- WHAT IS REQUIRED: Of all the lines below, output only those starting at the one with "ctx.strokeStyle = color;" and ending at the one with "ctx.textAlign = isNaN(turn)", both ends included, exactly as written.

- SUPPLIED MATERIAL:
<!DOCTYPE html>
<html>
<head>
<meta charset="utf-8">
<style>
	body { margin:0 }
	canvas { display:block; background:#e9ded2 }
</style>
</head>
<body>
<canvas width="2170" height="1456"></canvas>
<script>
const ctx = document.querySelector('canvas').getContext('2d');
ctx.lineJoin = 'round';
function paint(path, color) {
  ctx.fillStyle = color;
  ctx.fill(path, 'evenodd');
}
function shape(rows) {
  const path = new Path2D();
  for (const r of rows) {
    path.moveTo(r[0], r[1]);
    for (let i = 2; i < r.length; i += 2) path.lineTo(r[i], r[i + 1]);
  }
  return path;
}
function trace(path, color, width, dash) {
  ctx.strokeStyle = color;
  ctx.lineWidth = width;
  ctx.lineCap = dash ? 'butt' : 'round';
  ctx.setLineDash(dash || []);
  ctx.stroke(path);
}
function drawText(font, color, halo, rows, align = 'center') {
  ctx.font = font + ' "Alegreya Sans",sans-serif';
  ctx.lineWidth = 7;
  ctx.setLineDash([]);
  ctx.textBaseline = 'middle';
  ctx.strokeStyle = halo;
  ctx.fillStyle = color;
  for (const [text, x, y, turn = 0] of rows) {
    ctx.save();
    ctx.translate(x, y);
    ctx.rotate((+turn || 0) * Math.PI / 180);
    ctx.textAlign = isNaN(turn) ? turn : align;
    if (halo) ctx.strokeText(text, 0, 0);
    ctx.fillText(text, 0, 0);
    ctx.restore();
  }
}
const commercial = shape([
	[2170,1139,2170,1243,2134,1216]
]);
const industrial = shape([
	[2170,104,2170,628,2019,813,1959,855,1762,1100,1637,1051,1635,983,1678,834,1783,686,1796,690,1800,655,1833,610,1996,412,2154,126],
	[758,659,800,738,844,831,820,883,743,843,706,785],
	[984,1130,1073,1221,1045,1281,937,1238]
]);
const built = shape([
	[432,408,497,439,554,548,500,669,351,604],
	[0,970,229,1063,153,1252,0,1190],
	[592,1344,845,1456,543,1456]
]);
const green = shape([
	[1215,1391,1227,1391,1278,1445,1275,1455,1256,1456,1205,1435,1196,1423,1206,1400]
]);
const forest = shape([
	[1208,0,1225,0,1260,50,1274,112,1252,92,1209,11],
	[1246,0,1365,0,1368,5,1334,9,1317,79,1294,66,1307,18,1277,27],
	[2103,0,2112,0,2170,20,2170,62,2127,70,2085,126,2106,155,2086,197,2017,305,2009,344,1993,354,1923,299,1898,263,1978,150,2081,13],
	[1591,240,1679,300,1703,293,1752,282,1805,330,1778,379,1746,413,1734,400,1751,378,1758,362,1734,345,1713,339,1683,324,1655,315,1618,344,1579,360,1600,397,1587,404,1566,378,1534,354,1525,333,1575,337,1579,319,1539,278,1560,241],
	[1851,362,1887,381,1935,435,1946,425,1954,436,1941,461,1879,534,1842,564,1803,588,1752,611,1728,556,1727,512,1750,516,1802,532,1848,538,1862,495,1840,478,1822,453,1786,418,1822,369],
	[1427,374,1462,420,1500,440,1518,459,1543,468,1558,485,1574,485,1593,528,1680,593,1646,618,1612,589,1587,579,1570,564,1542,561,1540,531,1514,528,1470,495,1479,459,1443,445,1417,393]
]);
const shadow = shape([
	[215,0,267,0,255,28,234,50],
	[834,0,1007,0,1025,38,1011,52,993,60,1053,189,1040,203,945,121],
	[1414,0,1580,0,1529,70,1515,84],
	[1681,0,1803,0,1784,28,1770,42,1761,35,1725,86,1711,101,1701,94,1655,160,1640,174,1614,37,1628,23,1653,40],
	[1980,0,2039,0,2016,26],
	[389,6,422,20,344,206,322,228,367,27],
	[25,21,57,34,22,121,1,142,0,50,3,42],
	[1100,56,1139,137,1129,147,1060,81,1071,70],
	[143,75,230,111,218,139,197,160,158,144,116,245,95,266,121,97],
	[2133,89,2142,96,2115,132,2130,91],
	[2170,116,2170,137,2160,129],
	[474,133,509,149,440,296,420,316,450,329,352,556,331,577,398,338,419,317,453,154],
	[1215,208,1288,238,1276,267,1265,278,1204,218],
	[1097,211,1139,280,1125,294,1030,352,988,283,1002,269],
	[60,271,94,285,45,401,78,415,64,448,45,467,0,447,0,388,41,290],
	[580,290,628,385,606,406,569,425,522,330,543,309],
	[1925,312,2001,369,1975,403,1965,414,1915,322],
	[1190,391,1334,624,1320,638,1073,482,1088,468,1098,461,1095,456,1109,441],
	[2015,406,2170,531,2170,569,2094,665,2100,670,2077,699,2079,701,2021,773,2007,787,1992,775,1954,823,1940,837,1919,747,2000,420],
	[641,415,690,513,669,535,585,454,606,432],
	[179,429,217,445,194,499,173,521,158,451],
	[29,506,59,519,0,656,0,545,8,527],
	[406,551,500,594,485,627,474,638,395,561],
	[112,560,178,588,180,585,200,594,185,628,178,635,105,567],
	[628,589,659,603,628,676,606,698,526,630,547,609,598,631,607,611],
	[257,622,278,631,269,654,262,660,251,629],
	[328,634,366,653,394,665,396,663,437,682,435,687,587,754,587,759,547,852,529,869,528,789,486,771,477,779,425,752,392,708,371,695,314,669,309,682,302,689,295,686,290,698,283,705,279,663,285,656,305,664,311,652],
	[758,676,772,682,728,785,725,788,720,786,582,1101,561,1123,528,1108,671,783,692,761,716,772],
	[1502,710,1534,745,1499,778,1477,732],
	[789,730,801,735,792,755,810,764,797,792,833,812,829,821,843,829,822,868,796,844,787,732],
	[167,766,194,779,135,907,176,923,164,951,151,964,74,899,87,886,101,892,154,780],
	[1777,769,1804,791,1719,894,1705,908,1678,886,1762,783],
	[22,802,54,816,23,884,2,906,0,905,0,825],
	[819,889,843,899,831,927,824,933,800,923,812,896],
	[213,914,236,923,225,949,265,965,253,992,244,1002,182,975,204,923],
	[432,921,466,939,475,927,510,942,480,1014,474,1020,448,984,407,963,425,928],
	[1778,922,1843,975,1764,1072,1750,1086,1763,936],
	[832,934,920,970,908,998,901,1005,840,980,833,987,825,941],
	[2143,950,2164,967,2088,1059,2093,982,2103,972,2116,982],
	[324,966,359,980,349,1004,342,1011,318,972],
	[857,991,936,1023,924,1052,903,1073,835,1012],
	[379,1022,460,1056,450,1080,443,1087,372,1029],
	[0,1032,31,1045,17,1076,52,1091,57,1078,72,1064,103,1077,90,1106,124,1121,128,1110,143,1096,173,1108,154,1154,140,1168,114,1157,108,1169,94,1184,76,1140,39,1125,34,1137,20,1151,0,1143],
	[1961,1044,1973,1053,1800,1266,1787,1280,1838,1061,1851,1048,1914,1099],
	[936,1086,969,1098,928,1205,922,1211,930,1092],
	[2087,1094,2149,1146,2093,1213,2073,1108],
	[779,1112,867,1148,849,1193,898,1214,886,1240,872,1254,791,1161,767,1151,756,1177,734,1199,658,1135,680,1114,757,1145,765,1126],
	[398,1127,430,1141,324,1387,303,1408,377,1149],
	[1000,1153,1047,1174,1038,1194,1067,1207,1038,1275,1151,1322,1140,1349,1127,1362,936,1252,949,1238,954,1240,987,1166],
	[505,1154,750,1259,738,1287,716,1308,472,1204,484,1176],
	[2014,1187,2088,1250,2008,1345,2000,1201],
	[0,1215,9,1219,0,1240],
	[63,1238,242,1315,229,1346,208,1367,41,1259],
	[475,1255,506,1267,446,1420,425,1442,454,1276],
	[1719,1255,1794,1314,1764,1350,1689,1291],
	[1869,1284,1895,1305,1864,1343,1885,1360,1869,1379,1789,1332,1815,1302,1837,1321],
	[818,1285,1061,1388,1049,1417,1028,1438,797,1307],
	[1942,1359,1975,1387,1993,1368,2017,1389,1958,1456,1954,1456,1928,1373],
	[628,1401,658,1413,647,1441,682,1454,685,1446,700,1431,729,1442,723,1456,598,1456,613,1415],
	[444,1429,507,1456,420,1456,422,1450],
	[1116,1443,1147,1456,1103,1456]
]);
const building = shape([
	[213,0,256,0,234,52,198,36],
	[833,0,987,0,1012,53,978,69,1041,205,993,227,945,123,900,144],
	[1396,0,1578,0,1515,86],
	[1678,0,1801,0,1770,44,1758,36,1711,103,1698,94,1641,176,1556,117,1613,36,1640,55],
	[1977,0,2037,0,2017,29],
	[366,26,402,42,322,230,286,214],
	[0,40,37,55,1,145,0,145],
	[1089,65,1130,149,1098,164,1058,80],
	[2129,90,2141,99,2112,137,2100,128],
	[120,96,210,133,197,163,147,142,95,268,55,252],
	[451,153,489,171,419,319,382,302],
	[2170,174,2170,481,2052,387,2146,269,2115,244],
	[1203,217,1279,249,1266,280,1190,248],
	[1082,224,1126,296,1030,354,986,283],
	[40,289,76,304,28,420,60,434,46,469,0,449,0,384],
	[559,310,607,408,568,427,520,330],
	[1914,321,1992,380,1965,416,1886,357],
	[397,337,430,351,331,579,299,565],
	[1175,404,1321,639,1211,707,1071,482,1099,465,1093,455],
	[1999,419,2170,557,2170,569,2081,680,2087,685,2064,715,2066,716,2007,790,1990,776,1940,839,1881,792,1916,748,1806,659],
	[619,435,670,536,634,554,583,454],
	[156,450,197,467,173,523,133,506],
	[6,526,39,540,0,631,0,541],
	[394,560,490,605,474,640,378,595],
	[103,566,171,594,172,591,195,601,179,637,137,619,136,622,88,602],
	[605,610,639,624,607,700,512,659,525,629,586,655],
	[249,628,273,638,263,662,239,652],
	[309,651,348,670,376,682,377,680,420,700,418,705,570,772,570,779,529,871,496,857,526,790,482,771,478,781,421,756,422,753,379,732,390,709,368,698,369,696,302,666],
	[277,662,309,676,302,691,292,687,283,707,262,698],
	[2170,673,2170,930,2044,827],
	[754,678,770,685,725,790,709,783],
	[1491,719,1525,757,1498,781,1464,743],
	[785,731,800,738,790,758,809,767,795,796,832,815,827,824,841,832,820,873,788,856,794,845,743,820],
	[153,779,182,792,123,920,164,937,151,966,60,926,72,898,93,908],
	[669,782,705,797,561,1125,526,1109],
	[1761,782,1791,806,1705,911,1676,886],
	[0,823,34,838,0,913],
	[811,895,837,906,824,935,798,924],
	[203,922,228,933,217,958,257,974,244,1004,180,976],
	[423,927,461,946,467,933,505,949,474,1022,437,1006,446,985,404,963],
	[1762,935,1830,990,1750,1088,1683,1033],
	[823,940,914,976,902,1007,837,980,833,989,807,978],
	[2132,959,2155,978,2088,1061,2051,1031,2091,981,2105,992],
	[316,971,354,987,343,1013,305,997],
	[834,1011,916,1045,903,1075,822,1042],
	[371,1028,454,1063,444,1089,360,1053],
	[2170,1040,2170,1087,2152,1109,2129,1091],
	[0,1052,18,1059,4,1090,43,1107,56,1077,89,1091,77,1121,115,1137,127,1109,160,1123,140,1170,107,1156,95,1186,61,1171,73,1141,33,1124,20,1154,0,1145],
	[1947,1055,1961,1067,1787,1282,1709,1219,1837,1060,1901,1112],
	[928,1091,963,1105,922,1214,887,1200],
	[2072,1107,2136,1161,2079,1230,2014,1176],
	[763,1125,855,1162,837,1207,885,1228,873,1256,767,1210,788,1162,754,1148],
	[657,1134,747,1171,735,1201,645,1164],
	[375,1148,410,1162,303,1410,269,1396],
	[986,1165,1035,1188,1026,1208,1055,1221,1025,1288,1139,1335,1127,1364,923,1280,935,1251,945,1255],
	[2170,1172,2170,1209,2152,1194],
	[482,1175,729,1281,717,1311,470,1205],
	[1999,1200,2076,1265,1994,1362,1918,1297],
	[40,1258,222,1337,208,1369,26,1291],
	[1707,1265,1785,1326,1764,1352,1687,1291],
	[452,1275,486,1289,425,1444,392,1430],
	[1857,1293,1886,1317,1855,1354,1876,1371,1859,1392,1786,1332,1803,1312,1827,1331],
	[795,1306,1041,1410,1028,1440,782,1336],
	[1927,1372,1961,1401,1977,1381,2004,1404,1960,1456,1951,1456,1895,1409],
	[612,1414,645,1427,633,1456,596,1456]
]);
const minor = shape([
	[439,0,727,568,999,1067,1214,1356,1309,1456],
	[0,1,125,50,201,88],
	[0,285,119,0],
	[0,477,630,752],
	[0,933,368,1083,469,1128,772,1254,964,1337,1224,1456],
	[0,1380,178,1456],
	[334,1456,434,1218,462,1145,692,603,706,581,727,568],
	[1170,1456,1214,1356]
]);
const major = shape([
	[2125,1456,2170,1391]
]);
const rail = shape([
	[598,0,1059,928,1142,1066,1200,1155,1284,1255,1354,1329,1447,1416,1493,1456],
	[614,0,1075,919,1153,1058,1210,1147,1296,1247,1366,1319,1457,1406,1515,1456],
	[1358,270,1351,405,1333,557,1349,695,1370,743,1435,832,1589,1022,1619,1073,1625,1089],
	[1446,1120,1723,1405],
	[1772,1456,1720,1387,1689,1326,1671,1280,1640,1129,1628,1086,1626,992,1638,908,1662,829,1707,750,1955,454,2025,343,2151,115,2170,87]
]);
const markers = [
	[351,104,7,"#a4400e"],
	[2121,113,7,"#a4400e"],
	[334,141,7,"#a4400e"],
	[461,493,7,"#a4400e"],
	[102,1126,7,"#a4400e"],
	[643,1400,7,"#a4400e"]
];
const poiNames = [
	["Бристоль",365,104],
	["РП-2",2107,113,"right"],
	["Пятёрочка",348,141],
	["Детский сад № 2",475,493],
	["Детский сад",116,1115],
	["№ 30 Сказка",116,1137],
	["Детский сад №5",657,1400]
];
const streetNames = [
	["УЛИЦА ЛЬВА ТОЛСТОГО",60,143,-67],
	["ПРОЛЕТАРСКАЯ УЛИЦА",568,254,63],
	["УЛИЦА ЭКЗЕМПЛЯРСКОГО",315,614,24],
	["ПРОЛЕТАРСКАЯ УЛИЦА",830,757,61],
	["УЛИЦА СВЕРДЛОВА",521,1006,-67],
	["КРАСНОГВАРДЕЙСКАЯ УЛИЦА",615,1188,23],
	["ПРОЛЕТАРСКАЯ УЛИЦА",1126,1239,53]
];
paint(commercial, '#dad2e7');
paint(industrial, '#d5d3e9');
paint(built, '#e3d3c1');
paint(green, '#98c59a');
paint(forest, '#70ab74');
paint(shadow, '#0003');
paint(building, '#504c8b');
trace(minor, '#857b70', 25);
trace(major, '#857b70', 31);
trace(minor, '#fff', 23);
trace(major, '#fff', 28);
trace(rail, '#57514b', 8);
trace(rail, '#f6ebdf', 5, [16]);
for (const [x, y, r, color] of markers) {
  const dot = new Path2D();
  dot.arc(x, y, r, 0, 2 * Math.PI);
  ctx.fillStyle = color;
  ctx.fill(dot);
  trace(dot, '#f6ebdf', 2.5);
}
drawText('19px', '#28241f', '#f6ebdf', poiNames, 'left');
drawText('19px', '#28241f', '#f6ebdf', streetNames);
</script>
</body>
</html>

- ANSWER TO THE PROBLEM:
  ctx.strokeStyle = color;
  ctx.lineWidth = width;
  ctx.lineCap = dash ? 'butt' : 'round';
  ctx.setLineDash(dash || []);
  ctx.stroke(path);
}
function drawText(font, color, halo, rows, align = 'center') {
  ctx.font = font + ' "Alegreya Sans",sans-serif';
  ctx.lineWidth = 7;
  ctx.setLineDash([]);
  ctx.textBaseline = 'middle';
  ctx.strokeStyle = halo;
  ctx.fillStyle = color;
  for (const [text, x, y, turn = 0] of rows) {
    ctx.save();
    ctx.translate(x, y);
    ctx.rotate((+turn || 0) * Math.PI / 180);
    ctx.textAlign = isNaN(turn) ? turn : align;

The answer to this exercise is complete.